- [Work to complete]
Below are records; quote them exactly from the first line through the line that contains "I need the bounding".

[Stored data entries]

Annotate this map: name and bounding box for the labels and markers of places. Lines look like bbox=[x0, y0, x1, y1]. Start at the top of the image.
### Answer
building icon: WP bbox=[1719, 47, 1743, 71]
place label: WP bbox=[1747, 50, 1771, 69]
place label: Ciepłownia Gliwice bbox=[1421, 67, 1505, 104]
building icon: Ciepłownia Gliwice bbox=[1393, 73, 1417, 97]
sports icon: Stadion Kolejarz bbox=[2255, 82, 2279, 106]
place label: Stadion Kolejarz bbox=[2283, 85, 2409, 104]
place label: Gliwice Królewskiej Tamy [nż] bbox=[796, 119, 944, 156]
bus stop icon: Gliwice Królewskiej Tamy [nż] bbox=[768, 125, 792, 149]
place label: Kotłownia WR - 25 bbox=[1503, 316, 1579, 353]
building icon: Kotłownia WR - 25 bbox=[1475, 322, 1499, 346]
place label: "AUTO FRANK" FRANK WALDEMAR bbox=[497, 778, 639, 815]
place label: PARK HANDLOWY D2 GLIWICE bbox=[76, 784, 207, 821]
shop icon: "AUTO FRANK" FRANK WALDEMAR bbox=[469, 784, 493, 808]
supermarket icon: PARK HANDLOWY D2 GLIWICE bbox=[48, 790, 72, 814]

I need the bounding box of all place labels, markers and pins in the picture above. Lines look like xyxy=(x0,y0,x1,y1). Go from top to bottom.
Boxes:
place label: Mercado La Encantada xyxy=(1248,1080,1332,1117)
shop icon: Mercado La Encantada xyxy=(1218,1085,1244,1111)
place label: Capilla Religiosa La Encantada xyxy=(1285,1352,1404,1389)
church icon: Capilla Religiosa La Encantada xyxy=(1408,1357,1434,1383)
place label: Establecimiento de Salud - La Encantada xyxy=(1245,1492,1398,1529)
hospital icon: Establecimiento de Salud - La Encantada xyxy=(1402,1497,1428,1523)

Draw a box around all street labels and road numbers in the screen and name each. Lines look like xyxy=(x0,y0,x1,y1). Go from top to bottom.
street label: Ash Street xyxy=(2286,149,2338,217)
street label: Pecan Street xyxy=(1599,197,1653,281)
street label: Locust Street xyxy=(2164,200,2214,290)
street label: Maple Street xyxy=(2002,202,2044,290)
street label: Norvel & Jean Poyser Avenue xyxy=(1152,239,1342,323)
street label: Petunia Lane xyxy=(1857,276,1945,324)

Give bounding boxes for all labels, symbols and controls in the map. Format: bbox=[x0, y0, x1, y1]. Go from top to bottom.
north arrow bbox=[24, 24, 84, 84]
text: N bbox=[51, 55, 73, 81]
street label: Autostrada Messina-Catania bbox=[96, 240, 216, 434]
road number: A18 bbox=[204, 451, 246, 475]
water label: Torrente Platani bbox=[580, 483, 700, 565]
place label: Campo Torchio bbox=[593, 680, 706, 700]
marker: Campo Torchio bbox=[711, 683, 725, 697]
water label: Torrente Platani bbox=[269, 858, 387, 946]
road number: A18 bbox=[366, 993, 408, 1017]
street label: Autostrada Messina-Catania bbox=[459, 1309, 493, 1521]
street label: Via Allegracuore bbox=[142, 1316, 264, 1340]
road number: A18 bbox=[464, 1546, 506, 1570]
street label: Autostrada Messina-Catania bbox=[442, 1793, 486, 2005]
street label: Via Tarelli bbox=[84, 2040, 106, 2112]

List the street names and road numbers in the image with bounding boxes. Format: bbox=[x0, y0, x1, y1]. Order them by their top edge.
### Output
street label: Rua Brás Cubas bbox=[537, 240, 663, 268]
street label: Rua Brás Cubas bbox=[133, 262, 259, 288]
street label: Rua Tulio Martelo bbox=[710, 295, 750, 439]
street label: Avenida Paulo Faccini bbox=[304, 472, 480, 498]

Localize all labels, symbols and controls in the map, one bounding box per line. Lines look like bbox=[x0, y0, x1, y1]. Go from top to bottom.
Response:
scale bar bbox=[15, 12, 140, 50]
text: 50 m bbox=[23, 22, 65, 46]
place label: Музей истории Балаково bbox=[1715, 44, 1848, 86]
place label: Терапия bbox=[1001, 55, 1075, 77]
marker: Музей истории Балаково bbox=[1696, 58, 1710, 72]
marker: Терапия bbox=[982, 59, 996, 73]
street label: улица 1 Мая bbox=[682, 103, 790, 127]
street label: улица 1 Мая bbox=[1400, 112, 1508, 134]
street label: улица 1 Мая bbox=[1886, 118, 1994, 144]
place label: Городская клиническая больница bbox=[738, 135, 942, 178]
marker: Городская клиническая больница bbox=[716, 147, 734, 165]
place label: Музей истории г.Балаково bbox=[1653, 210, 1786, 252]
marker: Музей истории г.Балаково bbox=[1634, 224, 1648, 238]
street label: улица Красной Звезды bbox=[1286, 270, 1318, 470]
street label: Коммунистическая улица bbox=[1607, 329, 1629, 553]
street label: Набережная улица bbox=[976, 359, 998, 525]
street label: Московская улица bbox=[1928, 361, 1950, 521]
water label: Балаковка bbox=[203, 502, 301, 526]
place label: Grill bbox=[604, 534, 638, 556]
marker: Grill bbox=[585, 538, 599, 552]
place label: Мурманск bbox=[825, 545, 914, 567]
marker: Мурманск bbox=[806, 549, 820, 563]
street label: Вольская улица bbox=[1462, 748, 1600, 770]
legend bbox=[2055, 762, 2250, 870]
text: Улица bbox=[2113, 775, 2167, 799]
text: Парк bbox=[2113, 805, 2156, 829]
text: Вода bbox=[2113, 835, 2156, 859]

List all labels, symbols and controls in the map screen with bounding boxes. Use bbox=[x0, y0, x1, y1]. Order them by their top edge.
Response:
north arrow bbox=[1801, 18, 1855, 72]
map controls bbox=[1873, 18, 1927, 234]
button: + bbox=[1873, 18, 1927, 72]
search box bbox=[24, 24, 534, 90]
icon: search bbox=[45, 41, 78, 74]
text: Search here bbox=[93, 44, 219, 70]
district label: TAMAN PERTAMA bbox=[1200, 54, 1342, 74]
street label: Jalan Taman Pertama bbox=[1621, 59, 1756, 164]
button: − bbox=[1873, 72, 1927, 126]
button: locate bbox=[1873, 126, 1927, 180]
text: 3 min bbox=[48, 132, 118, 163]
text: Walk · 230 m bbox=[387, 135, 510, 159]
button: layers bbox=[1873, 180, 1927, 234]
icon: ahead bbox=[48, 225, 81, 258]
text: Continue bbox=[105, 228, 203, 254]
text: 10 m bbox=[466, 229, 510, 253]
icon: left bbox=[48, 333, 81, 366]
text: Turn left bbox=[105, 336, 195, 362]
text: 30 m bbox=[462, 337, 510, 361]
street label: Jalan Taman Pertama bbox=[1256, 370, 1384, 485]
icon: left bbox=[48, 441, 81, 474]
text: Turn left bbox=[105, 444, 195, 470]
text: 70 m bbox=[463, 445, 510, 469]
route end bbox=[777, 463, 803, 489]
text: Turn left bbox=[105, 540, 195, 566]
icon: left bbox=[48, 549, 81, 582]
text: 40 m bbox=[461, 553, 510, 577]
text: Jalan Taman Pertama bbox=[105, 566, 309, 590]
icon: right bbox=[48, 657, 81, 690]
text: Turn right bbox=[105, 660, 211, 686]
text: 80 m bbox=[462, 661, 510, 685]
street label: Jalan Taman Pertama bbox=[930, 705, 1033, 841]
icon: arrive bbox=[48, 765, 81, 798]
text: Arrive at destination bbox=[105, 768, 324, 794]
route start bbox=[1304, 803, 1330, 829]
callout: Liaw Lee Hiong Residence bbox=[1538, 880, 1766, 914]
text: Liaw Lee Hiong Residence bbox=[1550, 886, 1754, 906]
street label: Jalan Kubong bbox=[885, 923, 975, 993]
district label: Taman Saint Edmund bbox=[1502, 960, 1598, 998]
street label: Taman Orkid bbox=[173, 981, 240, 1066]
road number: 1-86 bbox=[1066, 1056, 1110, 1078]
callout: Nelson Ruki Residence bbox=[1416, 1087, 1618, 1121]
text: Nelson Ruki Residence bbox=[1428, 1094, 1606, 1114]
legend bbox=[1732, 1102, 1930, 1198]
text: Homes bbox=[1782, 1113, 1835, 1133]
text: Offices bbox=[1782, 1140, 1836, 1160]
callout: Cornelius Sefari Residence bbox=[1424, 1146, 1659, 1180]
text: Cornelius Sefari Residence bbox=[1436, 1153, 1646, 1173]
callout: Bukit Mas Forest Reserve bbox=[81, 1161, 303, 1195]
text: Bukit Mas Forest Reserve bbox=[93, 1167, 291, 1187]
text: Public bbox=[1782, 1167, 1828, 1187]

- [Result]
Annotate this map: name and bounding box for the labels and markers of places. Lines look like bbox=[x0, y0, x1, y1]. Start at the top of the image.
### Answer
building icon: WP bbox=[1719, 47, 1743, 71]
place label: WP bbox=[1747, 50, 1771, 69]
place label: Ciepłownia Gliwice bbox=[1421, 67, 1505, 104]
building icon: Ciepłownia Gliwice bbox=[1393, 73, 1417, 97]
sports icon: Stadion Kolejarz bbox=[2255, 82, 2279, 106]
place label: Stadion Kolejarz bbox=[2283, 85, 2409, 104]
place label: Gliwice Królewskiej Tamy [nż] bbox=[796, 119, 944, 156]
bus stop icon: Gliwice Królewskiej Tamy [nż] bbox=[768, 125, 792, 149]
place label: Kotłownia WR - 25 bbox=[1503, 316, 1579, 353]
building icon: Kotłownia WR - 25 bbox=[1475, 322, 1499, 346]
place label: "AUTO FRANK" FRANK WALDEMAR bbox=[497, 778, 639, 815]
place label: PARK HANDLOWY D2 GLIWICE bbox=[76, 784, 207, 821]
shop icon: "AUTO FRANK" FRANK WALDEMAR bbox=[469, 784, 493, 808]
supermarket icon: PARK HANDLOWY D2 GLIWICE bbox=[48, 790, 72, 814]

I need the bounding box of all place labels, markers and pins in the picture above. Lines look like xyxy=(x0,y0,x1,y1). Go from top to bottom.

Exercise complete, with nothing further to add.